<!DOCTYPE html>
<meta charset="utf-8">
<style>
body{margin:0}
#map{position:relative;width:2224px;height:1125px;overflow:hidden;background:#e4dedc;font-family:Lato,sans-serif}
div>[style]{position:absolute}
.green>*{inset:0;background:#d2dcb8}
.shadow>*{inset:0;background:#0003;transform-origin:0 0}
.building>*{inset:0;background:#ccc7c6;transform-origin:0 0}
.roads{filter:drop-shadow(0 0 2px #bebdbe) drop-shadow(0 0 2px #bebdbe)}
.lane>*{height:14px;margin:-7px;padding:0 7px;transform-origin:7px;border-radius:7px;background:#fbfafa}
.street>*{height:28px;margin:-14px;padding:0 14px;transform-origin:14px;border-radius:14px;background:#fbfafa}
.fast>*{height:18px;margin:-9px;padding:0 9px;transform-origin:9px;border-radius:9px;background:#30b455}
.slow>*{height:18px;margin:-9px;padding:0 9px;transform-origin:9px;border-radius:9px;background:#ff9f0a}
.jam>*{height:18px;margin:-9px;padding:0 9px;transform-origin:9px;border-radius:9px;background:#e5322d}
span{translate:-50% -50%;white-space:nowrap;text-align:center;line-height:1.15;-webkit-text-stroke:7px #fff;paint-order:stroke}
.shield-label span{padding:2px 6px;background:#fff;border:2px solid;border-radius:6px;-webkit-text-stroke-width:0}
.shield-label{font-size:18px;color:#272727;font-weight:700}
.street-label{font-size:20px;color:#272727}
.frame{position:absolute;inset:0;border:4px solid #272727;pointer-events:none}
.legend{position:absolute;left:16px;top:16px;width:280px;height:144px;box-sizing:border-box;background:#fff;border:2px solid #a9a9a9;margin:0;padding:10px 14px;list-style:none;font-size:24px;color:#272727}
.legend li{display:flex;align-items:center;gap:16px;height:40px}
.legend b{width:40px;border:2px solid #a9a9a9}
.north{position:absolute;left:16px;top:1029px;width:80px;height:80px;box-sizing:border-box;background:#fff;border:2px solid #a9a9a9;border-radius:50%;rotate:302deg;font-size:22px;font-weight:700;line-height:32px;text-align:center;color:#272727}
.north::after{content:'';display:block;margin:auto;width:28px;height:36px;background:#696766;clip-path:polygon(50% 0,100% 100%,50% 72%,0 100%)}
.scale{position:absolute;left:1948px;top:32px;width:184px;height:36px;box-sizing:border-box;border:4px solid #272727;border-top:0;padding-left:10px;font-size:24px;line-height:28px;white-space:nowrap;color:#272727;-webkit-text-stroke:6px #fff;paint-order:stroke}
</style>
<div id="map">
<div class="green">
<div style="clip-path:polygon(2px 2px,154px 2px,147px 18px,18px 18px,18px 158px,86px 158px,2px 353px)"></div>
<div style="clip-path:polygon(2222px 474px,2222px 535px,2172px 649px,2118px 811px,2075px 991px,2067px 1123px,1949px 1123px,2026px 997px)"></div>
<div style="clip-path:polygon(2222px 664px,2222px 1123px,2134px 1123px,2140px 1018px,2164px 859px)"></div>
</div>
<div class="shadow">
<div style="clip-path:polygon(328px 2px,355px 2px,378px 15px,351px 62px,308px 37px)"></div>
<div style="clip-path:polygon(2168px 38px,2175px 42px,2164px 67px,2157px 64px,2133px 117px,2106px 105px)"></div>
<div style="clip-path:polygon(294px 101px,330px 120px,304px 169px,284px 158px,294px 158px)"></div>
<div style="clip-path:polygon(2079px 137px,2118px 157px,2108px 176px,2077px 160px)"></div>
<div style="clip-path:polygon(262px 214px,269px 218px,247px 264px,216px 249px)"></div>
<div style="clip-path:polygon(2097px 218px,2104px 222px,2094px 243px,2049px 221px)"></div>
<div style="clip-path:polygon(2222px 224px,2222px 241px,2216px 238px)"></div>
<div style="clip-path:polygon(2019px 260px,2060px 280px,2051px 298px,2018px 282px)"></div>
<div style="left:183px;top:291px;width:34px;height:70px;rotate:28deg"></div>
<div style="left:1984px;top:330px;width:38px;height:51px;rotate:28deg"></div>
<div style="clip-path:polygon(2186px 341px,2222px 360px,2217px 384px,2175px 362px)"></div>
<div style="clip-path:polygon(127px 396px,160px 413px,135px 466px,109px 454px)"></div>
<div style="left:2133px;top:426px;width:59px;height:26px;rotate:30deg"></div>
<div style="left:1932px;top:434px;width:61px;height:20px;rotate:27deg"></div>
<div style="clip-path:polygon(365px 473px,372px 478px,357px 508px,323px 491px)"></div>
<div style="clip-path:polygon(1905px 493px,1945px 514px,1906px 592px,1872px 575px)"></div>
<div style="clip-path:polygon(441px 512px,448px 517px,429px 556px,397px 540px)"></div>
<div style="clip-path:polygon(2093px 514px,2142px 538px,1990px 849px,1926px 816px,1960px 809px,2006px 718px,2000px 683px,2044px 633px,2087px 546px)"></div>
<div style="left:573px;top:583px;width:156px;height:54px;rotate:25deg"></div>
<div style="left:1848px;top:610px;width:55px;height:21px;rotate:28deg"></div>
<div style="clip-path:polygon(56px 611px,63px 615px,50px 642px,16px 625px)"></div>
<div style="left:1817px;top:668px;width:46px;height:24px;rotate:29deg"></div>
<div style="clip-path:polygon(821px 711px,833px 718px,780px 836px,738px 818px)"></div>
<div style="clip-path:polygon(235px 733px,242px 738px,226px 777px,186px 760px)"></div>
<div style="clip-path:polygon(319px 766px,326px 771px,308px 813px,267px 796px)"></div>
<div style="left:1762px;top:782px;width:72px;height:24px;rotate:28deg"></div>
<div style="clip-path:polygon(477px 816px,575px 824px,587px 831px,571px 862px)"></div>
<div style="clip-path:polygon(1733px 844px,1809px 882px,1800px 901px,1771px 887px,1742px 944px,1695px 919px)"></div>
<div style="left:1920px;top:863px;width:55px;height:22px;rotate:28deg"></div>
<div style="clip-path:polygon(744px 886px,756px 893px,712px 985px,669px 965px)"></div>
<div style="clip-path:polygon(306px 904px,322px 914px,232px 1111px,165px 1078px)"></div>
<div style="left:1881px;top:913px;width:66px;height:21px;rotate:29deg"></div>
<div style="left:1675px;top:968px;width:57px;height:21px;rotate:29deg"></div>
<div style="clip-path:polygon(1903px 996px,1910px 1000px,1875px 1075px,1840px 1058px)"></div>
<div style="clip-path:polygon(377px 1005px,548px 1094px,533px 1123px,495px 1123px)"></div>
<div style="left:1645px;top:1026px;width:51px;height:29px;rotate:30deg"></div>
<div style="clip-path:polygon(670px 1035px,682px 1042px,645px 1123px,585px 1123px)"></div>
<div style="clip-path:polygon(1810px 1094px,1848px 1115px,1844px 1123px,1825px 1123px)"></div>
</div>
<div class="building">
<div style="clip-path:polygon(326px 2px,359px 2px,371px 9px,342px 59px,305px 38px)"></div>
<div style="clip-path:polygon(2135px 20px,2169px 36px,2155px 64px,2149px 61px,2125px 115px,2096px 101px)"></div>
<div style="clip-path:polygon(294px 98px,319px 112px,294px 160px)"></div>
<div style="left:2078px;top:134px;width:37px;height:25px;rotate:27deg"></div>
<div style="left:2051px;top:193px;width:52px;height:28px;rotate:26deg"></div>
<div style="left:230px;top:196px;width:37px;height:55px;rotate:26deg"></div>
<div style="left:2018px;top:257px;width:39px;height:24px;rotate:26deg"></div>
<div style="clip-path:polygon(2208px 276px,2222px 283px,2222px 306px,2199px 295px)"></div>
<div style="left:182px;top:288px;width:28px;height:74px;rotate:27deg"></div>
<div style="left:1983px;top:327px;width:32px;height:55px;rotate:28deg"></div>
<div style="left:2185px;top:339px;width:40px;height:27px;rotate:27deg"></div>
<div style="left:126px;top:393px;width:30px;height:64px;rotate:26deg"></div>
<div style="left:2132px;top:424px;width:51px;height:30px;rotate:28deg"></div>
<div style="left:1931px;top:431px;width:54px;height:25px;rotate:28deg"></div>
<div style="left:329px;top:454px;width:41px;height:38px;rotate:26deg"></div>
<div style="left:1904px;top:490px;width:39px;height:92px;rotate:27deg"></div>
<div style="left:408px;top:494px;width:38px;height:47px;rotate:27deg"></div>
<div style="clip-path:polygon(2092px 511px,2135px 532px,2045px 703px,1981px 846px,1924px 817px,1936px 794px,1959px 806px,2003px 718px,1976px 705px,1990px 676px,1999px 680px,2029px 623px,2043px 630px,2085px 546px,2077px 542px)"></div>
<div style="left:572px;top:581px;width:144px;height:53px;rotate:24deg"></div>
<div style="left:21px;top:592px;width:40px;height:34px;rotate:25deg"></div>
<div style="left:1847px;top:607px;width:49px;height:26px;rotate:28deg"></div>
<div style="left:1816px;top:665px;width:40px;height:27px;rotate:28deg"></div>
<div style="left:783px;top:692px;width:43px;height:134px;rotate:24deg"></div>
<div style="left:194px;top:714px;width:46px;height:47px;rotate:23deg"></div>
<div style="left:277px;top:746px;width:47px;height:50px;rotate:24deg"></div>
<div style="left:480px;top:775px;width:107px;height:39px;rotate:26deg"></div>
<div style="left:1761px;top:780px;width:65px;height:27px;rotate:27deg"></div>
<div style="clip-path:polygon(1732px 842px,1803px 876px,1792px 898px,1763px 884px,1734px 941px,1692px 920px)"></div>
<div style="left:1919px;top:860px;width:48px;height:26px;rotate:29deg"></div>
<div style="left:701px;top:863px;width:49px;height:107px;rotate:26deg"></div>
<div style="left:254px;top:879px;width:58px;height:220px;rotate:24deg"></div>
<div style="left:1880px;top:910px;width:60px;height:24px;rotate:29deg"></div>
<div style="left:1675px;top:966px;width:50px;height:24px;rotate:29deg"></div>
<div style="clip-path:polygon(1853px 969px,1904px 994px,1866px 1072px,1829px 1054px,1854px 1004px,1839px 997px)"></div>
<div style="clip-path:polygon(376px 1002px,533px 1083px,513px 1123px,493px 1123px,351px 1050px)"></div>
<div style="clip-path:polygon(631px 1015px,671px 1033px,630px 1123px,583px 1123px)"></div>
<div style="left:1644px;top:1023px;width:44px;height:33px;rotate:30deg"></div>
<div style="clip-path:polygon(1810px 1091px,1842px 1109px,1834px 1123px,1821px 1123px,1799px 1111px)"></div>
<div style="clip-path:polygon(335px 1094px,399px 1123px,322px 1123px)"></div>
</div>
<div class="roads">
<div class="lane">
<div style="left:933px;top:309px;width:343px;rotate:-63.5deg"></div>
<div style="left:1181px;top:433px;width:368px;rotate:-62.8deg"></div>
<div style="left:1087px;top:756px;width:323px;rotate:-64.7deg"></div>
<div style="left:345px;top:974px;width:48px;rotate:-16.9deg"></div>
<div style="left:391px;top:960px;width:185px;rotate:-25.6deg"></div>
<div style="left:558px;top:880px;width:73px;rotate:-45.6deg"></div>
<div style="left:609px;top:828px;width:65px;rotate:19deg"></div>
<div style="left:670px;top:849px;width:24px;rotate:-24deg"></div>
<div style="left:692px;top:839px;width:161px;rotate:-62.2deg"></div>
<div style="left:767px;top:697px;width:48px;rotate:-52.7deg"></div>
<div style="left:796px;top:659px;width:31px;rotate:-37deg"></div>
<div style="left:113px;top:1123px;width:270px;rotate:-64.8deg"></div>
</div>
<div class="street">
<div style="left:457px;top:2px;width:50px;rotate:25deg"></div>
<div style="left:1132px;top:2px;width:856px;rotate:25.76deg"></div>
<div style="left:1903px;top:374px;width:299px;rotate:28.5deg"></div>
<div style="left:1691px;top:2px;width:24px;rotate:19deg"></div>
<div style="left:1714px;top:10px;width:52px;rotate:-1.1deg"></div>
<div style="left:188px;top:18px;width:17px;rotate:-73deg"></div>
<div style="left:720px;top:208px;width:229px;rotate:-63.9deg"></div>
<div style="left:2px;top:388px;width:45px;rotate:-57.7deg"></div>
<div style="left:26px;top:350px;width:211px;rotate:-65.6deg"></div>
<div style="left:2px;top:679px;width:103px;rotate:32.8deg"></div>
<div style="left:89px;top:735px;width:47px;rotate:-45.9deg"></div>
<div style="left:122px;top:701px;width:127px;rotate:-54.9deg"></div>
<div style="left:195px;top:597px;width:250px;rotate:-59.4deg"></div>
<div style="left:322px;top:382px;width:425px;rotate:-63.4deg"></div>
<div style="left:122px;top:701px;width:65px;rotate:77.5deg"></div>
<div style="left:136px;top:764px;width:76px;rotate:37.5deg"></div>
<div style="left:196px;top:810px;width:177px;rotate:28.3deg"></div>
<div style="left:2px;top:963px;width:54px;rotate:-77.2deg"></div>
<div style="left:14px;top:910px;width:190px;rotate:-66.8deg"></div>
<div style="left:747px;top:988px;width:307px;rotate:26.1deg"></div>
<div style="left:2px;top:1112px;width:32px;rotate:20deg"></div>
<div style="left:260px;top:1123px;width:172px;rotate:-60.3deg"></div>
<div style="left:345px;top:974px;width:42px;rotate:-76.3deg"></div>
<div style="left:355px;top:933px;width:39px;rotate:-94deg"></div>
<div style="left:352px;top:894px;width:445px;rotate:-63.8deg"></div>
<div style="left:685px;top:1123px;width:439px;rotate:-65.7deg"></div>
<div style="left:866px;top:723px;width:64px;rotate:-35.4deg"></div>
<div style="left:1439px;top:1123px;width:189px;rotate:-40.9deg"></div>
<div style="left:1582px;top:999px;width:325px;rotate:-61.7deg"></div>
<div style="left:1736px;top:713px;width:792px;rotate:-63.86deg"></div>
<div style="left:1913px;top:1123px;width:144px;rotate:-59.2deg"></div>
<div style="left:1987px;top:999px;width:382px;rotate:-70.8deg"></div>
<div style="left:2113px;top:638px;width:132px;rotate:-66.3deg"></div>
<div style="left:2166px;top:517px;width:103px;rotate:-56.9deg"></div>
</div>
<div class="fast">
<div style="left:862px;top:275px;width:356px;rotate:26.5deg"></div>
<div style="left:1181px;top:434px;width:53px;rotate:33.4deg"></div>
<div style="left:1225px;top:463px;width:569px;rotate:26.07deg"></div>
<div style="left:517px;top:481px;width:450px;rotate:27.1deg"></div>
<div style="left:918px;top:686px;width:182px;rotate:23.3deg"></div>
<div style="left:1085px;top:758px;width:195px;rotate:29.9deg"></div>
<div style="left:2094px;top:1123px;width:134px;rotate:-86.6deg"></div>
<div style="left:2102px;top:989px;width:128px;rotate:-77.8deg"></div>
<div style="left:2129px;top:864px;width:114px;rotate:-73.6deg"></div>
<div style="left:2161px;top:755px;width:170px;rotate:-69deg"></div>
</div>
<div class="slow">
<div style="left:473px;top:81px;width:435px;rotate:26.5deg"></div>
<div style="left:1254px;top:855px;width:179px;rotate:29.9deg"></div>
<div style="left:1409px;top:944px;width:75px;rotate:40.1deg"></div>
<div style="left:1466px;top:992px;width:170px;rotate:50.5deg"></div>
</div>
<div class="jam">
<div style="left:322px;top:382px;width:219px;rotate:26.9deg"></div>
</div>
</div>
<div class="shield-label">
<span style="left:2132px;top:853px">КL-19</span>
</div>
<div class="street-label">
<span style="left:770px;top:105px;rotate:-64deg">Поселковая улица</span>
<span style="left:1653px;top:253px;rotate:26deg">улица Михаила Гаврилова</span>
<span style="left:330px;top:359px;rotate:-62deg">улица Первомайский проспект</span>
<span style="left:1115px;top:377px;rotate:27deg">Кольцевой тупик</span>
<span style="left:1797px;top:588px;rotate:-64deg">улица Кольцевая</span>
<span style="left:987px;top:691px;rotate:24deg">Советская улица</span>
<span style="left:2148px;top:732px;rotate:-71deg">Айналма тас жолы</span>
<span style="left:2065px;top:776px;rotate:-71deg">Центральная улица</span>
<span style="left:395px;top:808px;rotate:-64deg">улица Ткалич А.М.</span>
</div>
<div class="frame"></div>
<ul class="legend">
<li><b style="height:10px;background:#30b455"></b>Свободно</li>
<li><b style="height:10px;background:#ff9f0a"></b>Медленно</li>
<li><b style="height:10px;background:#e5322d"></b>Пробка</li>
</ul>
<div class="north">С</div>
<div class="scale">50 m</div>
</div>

★ ★ ★ ★ ★

PROBLEM TO SOLVE>
The lines needed are the ones from the first line of the entries through the line that contains "2px #bebdbe) drop-shadow(0", given again without any change.

EXERCISE RESULT>
<!DOCTYPE html>
<meta charset="utf-8">
<style>
body{margin:0}
#map{position:relative;width:2224px;height:1125px;overflow:hidden;background:#e4dedc;font-family:Lato,sans-serif}
div>[style]{position:absolute}
.green>*{inset:0;background:#d2dcb8}
.shadow>*{inset:0;background:#0003;transform-origin:0 0}
.building>*{inset:0;background:#ccc7c6;transform-origin:0 0}
.roads{filter:drop-shadow(0 0 2px #bebdbe) drop-shadow(0 0 2px #bebdbe)}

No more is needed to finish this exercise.